Essentially (as far as I understand), instead of comparing values, we are comparing structures, and if two structures are shown to be equivalent via a specific isomorphism, then they are equivalent in the category theoretical sense of canonical isomorphism. The reason that equality makes no sense in category theory is that we are comparing structures, not values, and category theory allows the user to supply a bare set theory framework for this comparison.

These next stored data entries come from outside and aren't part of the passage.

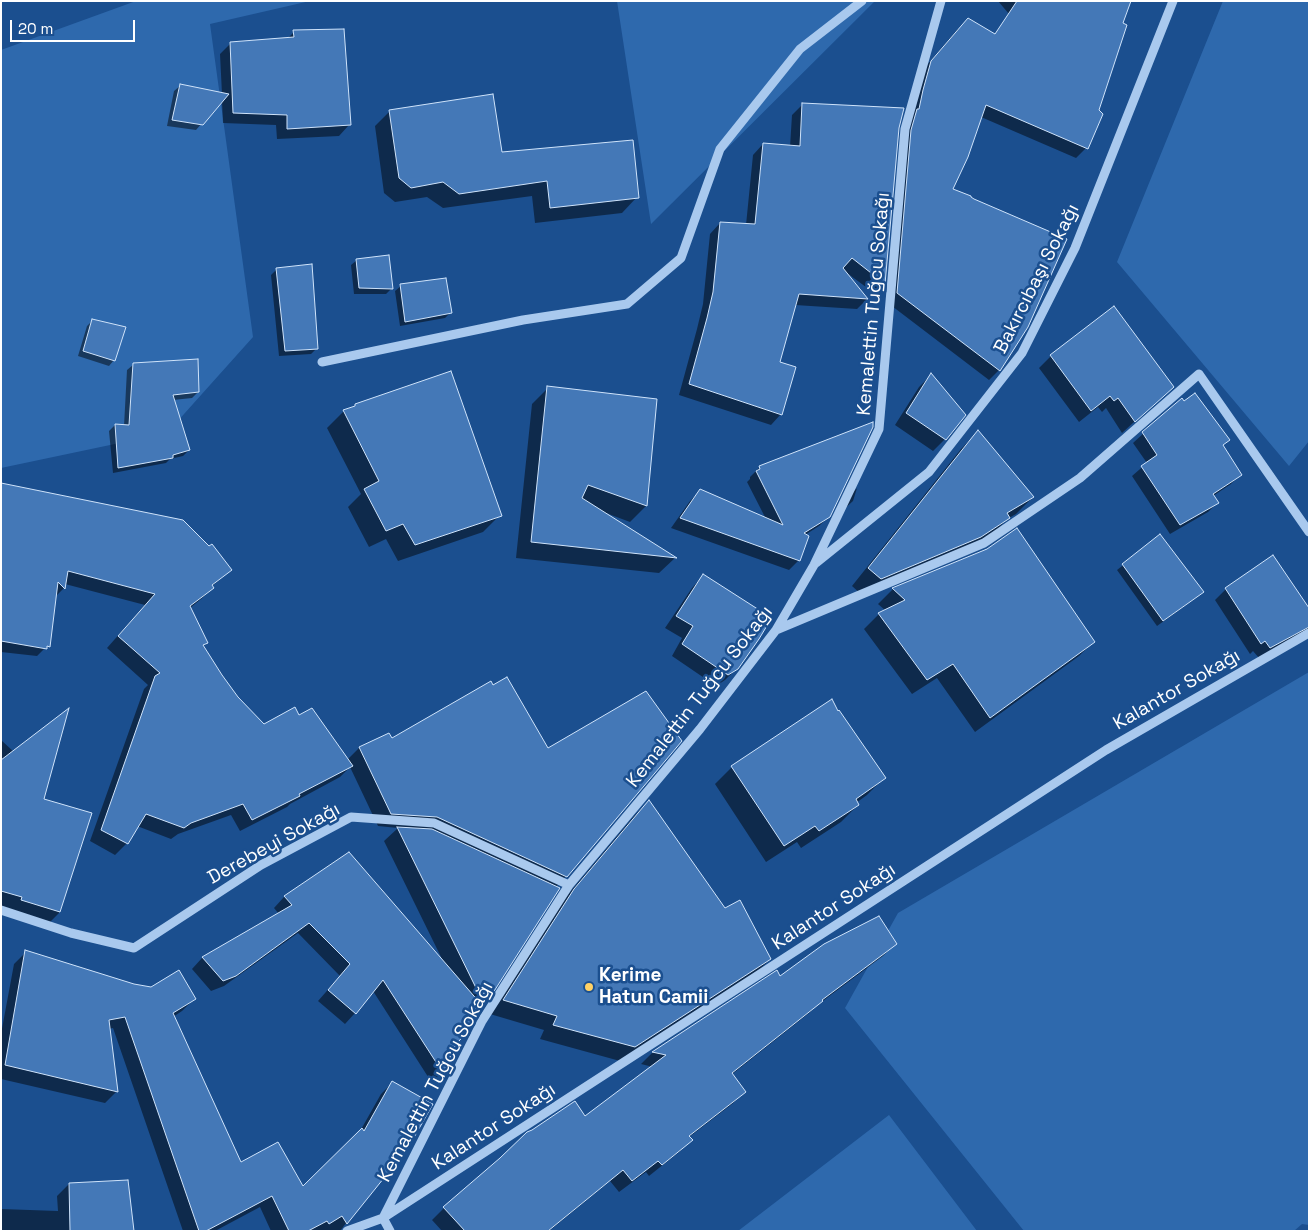 <!DOCTYPE html>
<meta charset="utf-8">
<style>
body{margin:0}
#map{position:relative;width:1310px;height:1232px;overflow:hidden;background:#1b4f8f;font-family:"Space Grotesk",sans-serif}
canvas{display:block}
.frame{position:absolute;inset:0;border:2px solid #fff;pointer-events:none}
.scale{position:absolute;left:10px;top:20px;width:125px;height:22px;box-sizing:border-box;border:2px solid #fff;border-top:0;padding-left:6px;font-size:15px;line-height:18px;white-space:nowrap;color:#fff;-webkit-text-stroke:4px #1b4f8f;paint-order:stroke}
</style>
<div id="map">
<canvas width="1310" height="1232"></canvas>
<div class="frame"></div>
<div class="scale">20 m</div>
</div>
<script>
const context = document.querySelector('canvas').getContext('2d');
context.lineJoin = 'round';
function fillPath(path, color) {
  context.fillStyle = color;
  context.fill(path, 'evenodd');
}
function toPath(rows) {
  const path = new Path2D();
  for (const r of rows) {
    path.moveTo(r[0], r[1]);
    for (let i = 2; i < r.length; i += 2) path.lineTo(r[i], r[i + 1]);
  }
  return path;
}
function stroke(path, color, width, dash) {
  context.strokeStyle = color;
  context.lineWidth = width;
  context.lineCap = dash ? 'butt' : 'round';
  context.setLineDash(dash || []);
  context.stroke(path);
}
function write(font, color, halo, rows, align = 'center') {
  context.font = font + ' "Space Grotesk",sans-serif';
  context.lineWidth = 5;
  context.setLineDash([]);
  context.textBaseline = 'middle';
  context.strokeStyle = halo;
  context.fillStyle = color;
  for (const [text, x, y, turn = 0] of rows) {
    context.save();
    context.translate(x, y);
    context.rotate((+turn || 0) * Math.PI / 180);
    context.textAlign = isNaN(turn) ? turn : align;
    if (halo) context.strokeText(text, 0, 0);
    context.fillText(text, 0, 0);
    context.restore();
  }
}
fillPath(toPath([
 [136,1,310,1,210,24,253,337,167,433,1,468,1,50],
 [617,1,875,1,651,224],
 [1223,1,1309,1,1309,441,1289,466,1117,262],
 [1309,672,1309,1225,1302,1224,1294,1231,1024,1231,845,1008,898,913],
 [889,1115,977,1231,738,1231]
]), '#2e69ad');
fillPath(toPath([
 [998,1,1130,1,1122,24,1086,148,1076,158,981,117,952,190,999,370,989,380,888,303,902,141,921,72,958,29,1060,74],
 [294,32,349,125,339,136,277,139,276,125,223,123,222,100,196,130,167,126,174,91,180,86,222,94,220,54,231,43,287,39],
 [803,104,898,128,884,283,874,293,847,273,867,299,857,309,795,305,779,363,781,414,771,425,679,395,697,329,703,304,710,234,720,223,746,225,753,155,763,144,790,147,792,115],
 [390,111,501,153,637,197,622,213,535,223,532,196,443,208,427,197,395,202,384,193,375,126],
 [357,260,392,288,386,294,354,294,351,265],
 [277,269,317,348,311,354,279,356,271,275],
 [401,286,450,313,445,318,400,326,395,291],
 [1114,308,1172,387,1122,433,1106,408,1102,412,1098,407,1079,422,1039,368,1051,356],
 [93,320,114,360,109,366,78,356,87,326],
 [133,365,198,392,192,398,173,400,189,450,183,456,170,459,166,463,113,473,109,431,115,425,124,426,127,370],
 [931,375,945,439,933,451,895,425,919,387],
 [548,388,656,400,646,506,630,522,606,513,605,514,675,558,659,573,516,558,532,404],
 [1181,399,1222,446,1240,474,1231,484,1213,496,1217,503,1208,512,1170,534,1132,476,1147,463,1133,443],
 [355,405,500,515,483,532,398,561,386,539,369,547,348,507,361,494,327,428,344,411,353,408],
 [978,432,1033,497,1016,514,1007,519,992,535,863,596,852,586,961,449],
 [760,467,829,516,819,526,805,535,799,560,789,570,671,528,690,501,700,491,766,519,747,482,750,479,750,477],
 [1,484,230,570,212,586,213,588,201,599,190,608,207,643,203,646,237,698,264,725,299,716,347,760,359,748,388,735,391,740,566,876,556,887,490,995,476,1009,454,1046,442,1072,432,1083,373,991,355,1013,345,1024,318,1001,340,976,298,933,224,986,211,991,192,969,202,958,279,914,274,908,284,897,348,853,442,959,384,841,398,828,378,826,350,767,340,777,290,804,287,807,240,831,231,815,178,834,171,839,137,826,127,843,115,855,90,841,144,689,148,685,107,648,145,605,65,584,64,588,55,597,49,644,37,656,1,652],
 [857,488,853,501,840,513,849,496],
 [1160,536,1197,597,1157,626,1117,570],
 [987,550,1093,642,1079,656,975,732,937,678,912,694,864,629,879,614,886,611,878,604,893,589],
 [1273,557,1309,610,1309,635,1259,658,1253,651,1250,654,1215,600,1226,589],
 [703,576,737,668,725,680,716,686,672,656,682,638,665,628,692,588],
 [838,713,884,778,867,795,856,803,858,805,841,822,801,848,797,842,766,862,715,784,732,767],
 [1,740,14,752,43,800,91,814,59,913,45,927,1,913],
 [648,802,724,910,770,959,756,973,620,1061,540,1039,544,1030,490,1014,560,904,635,815],
 [895,944,883,956,816,1006,809,1013,731,1075,744,1092,732,1104,689,1137,691,1140,679,1152,649,1176,646,1172,619,1192,610,1181,549,1231,442,1231,432,1220,444,1208,501,1159,585,1118,653,1067,641,1064,652,1053,777,972,779,977],
 [26,952,133,986,194,999,182,1011,173,1017,240,1163,303,1188,359,1133,381,1094,393,1082,349,1219,340,1231,271,1231,260,1207,215,1231,183,1231,113,1028,109,1029,116,1092,105,1103,1,1079,1,1034,14,964],
 [69,1184,133,1231,1,1231,1,1209,58,1211,57,1196]
]), '#0007');
const building = toPath([
 [1017,1,1131,1,1123,23,1127,25,1099,110,1103,114,1088,149,986,105,968,157,953,189,971,196,971,197,974,199,1067,239,1028,327,1000,371,897,293,911,130,917,109,919,109,923,90,931,61,968,18,995,34,1017,1],
 [344,29,351,125,287,129,287,115,233,113,230,42,294,37,293,30,344,29],
 [180,84,229,94,203,125,172,120,180,84],
 [493,94,502,152,633,140,639,198,550,208,547,181,459,194,443,182,411,188,399,178,389,110,493,94],
 [802,103,904,108,899,128,885,284,852,258,843,268,868,299,799,294,780,362,796,367,782,415,689,384,707,318,713,292,720,222,755,224,763,143,800,146,802,103],
 [389,255,393,289,359,288,356,259,389,255],
 [312,264,318,349,285,351,276,268,312,264],
 [446,278,452,313,405,322,400,284,446,278],
 [1114,306,1174,387,1135,422,1118,398,1114,401,1110,396,1091,411,1050,355,1114,306],
 [92,319,126,327,115,361,83,351,92,319],
 [198,359,199,392,173,395,190,450,173,455,173,458,118,468,115,424,129,425,133,363,198,359],
 [451,371,502,516,415,545,403,524,386,531,364,489,379,481,343,410,355,406,355,404,451,371],
 [931,373,966,415,946,440,906,413,931,373],
 [547,386,657,399,647,506,588,485,582,498,677,558,531,542,547,386],
 [1195,393,1230,440,1223,445,1242,475,1213,494,1219,503,1180,525,1141,466,1157,455,1142,432,1182,398,1184,401,1195,393],
 [873,422,873,427,830,517,804,533,809,536,800,561,680,518,700,489,783,525,756,471,760,469,759,466,873,422],
 [978,430,1034,497,1007,513,1010,518,981,537,881,579,868,568,978,430],
 [1,483,183,520,209,546,212,544,232,570,212,585,214,588,190,606,208,643,203,645,222,675,238,697,264,724,295,707,299,715,312,708,353,766,299,794,300,796,252,820,243,804,191,823,184,828,146,814,128,844,101,830,155,676,160,673,118,636,155,594,68,571,65,589,58,582,50,647,47,646,47,649,1,641,1,483],
 [1017,528,1095,642,990,718,953,664,927,680,878,613,905,600,892,588,987,549,1017,528],
 [1160,534,1204,592,1163,621,1122,564,1160,534],
 [1273,555,1309,608,1309,627,1270,648,1265,641,1261,644,1225,588,1273,555],
 [703,574,767,615,764,620,768,624,759,639,738,669,728,675,682,644,693,626,676,616,703,574],
 [507,677,548,748,646,691,682,741,567,877,437,817,391,814,359,747,389,733,392,738,491,681,493,685,507,677],
 [832,699,838,711,839,710,886,778,856,799,859,805,819,831,815,826,784,846,731,766,832,699],
 [69,708,44,799,92,813,60,912,21,900,22,897,1,891,1,760,69,708],
 [649,800,725,908,740,900,771,959,635,1047,553,1025,557,1016,503,1000,574,889,649,800],
 [397,827,432,829,560,888,491,996,478,992,397,827],
 [349,852,480,1003,464,1035,455,1046,443,1073,383,980,356,1014,328,990,350,964,309,923,236,976,223,981,202,957,292,905,284,896,349,852],
 [879,916,897,944,822,1000,823,1001,732,1073,746,1092,689,1136,693,1140,662,1165,658,1161,632,1181,623,1170,548,1231,465,1231,443,1207,500,1158,527,1132,532,1130,575,1101,585,1116,666,1055,652,1052,777,970,780,976,824,944,879,916],
 [25,950,134,984,151,987,179,970,196,999,173,1013,241,1162,278,1142,303,1186,362,1128,364,1131,392,1081,433,1104,408,1148,347,1224,342,1216,329,1224,327,1221,308,1231,289,1231,272,1196,206,1231,199,1231,125,1017,109,1020,118,1092,5,1065,25,950],
 [128,1180,134,1231,70,1231,69,1183,128,1180]
]);
fillPath(building, '#4478b7');
stroke(building, '#cfe3fa', 1);
stroke(toPath([
 [322,362,523,320,627,304,681,258,720,149,800,49,862,1],
 [816,563,929,472,1022,353,1075,248,1173,1],
 [776,630,984,543,1080,478,1199,374,1309,532],
 [1,910,71,933,134,948,261,865,351,817,434,823,569,885],
 [383,1218,482,1021,569,885,700,729,776,630,814,565,879,429,905,129,941,1],
 [383,1218,390,1231],
 [347,1231,383,1218,1106,750,1309,633]
]), '#a9c9ee', 9);
for (const [x, y, r, color] of [
 [589,987,5,"#ffd166"]
]) {
  const dot = new Path2D();
  dot.arc(x, y, r, 0, 2 * Math.PI);
  context.fillStyle = color;
  context.fill(dot);
  stroke(dot, '#1b4f8f', 2);
}
write('19px', '#fff', '#1b4f8f', [
 ["Bakırcıbaşı Sokağı",1037,279,-63],
 ["Kemalettin Tuğcu Sokağı",874,304,-85],
 ["Kalantor Sokağı",1177,690,-30],
 ["Kemalettin Tuğcu Sokağı",700,697,-52],
 ["Derebeyi Sokağı",274,844,-29],
 ["Kalantor Sokağı",834,907,-33],
 ["Kemalettin Tuğcu Sokağı",436,1082,-62],
 ["Kalantor Sokağı",494,1127,-33]
]);
write('bold 19px', '#fff', '#1b4f8f', [
 ["Kerime",599,976],
 ["Hatun Camii",599,998]
], 'left');
</script>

He then gives an interesting example (pp. 17 to 19) in which he describes the Yoneda Lemma (see http://en.wikipedia.org/wiki/Yoneda_lemma), which “allows the embedding of any category into a category of functors defined on that category,” as a tool that allows encoding the essence of an object X in a given category C via a functor F_x that maps C to the category S of sets. What is interesting about this lemma is that it leads to the conclusion that instead of studying C, we should study the category of all functors of C into S (see http://en.wikipedia.org/wiki/Yoneda_lemma#Generalities).

The Yoneda Lemma is an interesting tool that allows studying a given category by studying the category of all functors of that category into the category of sets, thus creating a link between category theory and set theory. This seems to be another link that can be drawn between the two theories.